Financial Traders Are Getting Their Coronavirus Test
(Bloomberg Opinion) -- Efforts to contain the spread of the novel Coronavirus are prompting a slowdown that poses the biggest danger to the world economy since the financial crisis, according to the OECD. Stocks last week suffered their biggest selloff since 2008. But the market dislocations aren’t the only virus perils to rattle Wall Street’s traders and their colleagues in overseas financial hubs.
Grappling with an outbreak that could become a global pandemic is adding unprecedented complexity to the day-to-day running of banking institutions that are vital to facilitating the exchange of financial assets.
Banks everywhere have been testing the ability of their traders to work at specially designated offshoot offices away from city centers, or from home. But with governments talking about more possible lockdowns, this may soon become essential. The breaking up of hubs to shield traders from the virus would be a huge test of the operational resilience of an industry that accounts for at least $160 billion of the big banks’ revenues. Trading depends on access to cutting-edge technology, demands tight regulatory oversight and thrives on the physical proximity of staff.
Regulators will also have to decide how far they’re willing to soften controls — by allowing people to trade from home or elsewhere — to ensure the uninterrupted functioning of markets. A serious pandemic would give trading risk a fresh dimension.
Calamities such as the 9/11 terrorist attacks on New York have already prompted securities firms to plan for anything from wars, to floods, to cyber-attacks hitting their core activities. But a pandemic is different, given its global nature: Banks have suddenly found themselves having to think about reorganizing businesses on two continents. Shanghai, Hong Kong and Seoul have been at the forefront of these deliberations, with Milan joining them last week. London and New York could follow, with cases emerging in the financial system’s two most important centers.
This isn’t to say that pandemic planning has been ignored. In the U.S., the Federal Financial Institutions Examination Council has required banks to create such plans for more than a decade. For the past couple of weeks, some big banks have been rotating teams of trading staff to work remotely to make sure the systems and checks are robust. But this hasn’t been a full real-world test yet.
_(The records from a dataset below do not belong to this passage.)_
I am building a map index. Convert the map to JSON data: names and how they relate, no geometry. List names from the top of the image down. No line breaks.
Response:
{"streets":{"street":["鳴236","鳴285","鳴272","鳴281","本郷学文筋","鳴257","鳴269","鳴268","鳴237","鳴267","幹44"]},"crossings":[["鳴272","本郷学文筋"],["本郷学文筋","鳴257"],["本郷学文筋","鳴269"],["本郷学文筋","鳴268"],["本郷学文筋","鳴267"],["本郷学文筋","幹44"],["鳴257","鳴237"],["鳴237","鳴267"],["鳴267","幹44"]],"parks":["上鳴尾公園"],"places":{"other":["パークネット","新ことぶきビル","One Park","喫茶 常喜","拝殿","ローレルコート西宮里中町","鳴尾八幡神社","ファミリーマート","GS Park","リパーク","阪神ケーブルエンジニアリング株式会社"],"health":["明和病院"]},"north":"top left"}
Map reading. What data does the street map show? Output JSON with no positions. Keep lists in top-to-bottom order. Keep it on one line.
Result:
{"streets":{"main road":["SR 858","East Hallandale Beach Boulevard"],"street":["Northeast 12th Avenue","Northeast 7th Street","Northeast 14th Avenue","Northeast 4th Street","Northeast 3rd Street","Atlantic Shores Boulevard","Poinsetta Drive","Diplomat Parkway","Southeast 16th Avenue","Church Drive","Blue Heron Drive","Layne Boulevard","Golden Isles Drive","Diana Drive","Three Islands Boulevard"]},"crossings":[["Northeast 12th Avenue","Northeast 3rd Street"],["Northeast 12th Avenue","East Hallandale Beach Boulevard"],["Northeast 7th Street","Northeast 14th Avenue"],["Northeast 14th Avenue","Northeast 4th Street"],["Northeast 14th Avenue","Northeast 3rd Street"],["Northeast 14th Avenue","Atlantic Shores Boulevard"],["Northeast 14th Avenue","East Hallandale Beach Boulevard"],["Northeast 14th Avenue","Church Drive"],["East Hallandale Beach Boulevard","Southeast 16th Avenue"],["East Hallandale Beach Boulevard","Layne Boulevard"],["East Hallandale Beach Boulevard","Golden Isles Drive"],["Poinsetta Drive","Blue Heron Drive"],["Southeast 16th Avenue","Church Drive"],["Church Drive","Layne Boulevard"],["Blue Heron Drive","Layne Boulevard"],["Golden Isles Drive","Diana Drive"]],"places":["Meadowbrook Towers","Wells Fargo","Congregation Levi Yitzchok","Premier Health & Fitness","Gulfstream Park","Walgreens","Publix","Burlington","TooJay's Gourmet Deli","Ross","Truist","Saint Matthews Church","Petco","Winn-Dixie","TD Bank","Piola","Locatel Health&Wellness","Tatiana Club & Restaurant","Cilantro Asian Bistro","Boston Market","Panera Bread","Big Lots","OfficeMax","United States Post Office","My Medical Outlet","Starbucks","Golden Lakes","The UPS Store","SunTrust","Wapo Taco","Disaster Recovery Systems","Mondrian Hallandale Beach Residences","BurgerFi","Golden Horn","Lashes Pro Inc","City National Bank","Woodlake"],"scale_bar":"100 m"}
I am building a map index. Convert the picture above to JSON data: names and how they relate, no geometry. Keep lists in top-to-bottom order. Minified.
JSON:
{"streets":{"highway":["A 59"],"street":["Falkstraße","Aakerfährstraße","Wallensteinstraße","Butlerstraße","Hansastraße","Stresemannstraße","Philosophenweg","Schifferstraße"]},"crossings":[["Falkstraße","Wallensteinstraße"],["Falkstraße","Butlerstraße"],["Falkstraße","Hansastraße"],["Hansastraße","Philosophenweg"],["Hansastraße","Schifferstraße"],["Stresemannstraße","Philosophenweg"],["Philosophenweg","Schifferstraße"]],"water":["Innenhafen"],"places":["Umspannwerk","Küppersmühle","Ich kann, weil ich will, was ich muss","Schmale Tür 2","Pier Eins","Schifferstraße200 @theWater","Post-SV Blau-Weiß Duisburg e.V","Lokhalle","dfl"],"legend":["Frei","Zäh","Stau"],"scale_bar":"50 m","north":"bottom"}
Even if banks can move staff to different venues, away from virus hot spots, to handle transactions typically executed under one roof, they might not be able to process the same volume of deals. Firms may have just one or two disaster recovery sites that fully replicate their main operations. Currency and equity trading rely heavily on electronic execution, which needs state-of-the art communications. Working from home would be harder still. Access to office trading platforms via virtual private networks requires ultra-reliable, high-speed internet connections and cyber-security resilience.
Then there’s the issue of controls and compliance. While bankers advising on mergers or fund-raisings can liaise with clients from remote locations, traders operate under strict oversight. Their phone calls are taped in the event of any mistakes, and their conduct is monitored closely. There may be a point beyond which firms’ compliance authorities may constrain their ability to break up groups.
Some European banks are already in talks with regulators to allow traders to work from home, according to the Financial Times. In Hong Kong, the Securities & Futures Commission has invited firms to speak up should they have operational difficulties. “There are regulatory oversight challenges associated with working from remote locations,” the Association for Financial Markets in Europe, an industry body, said by email.
Regulators will need to weigh up the impact on confidence and liquidity that shutting down parts of the market would have if traders were out of commission, versus the risk of letting banks ease up on their surveillance. The market-rigging scandals that embroiled firms and the multi-billion dollar losses of rogue traders at Societe Generale SA and UBS Group AG will be fresh in supervisors’ minds. There’s a good reason why traders rub shoulders in large, open-plan offices where information flow helps avoid mistakes and behavior is monitored.
It could well be that securities firms have it all worked out, and that trading can continue largely unaffected. In China, equity and debt markets haven’t been affected much by remote working. But the splintering of traders will increase costs and vulnerabilities.
This column does not necessarily reflect the opinion of Bloomberg LP and its owners.
Elisa Martinuzzi is a Bloomberg Opinion columnist covering finance. She is a former managing editor for European finance at Bloomberg News.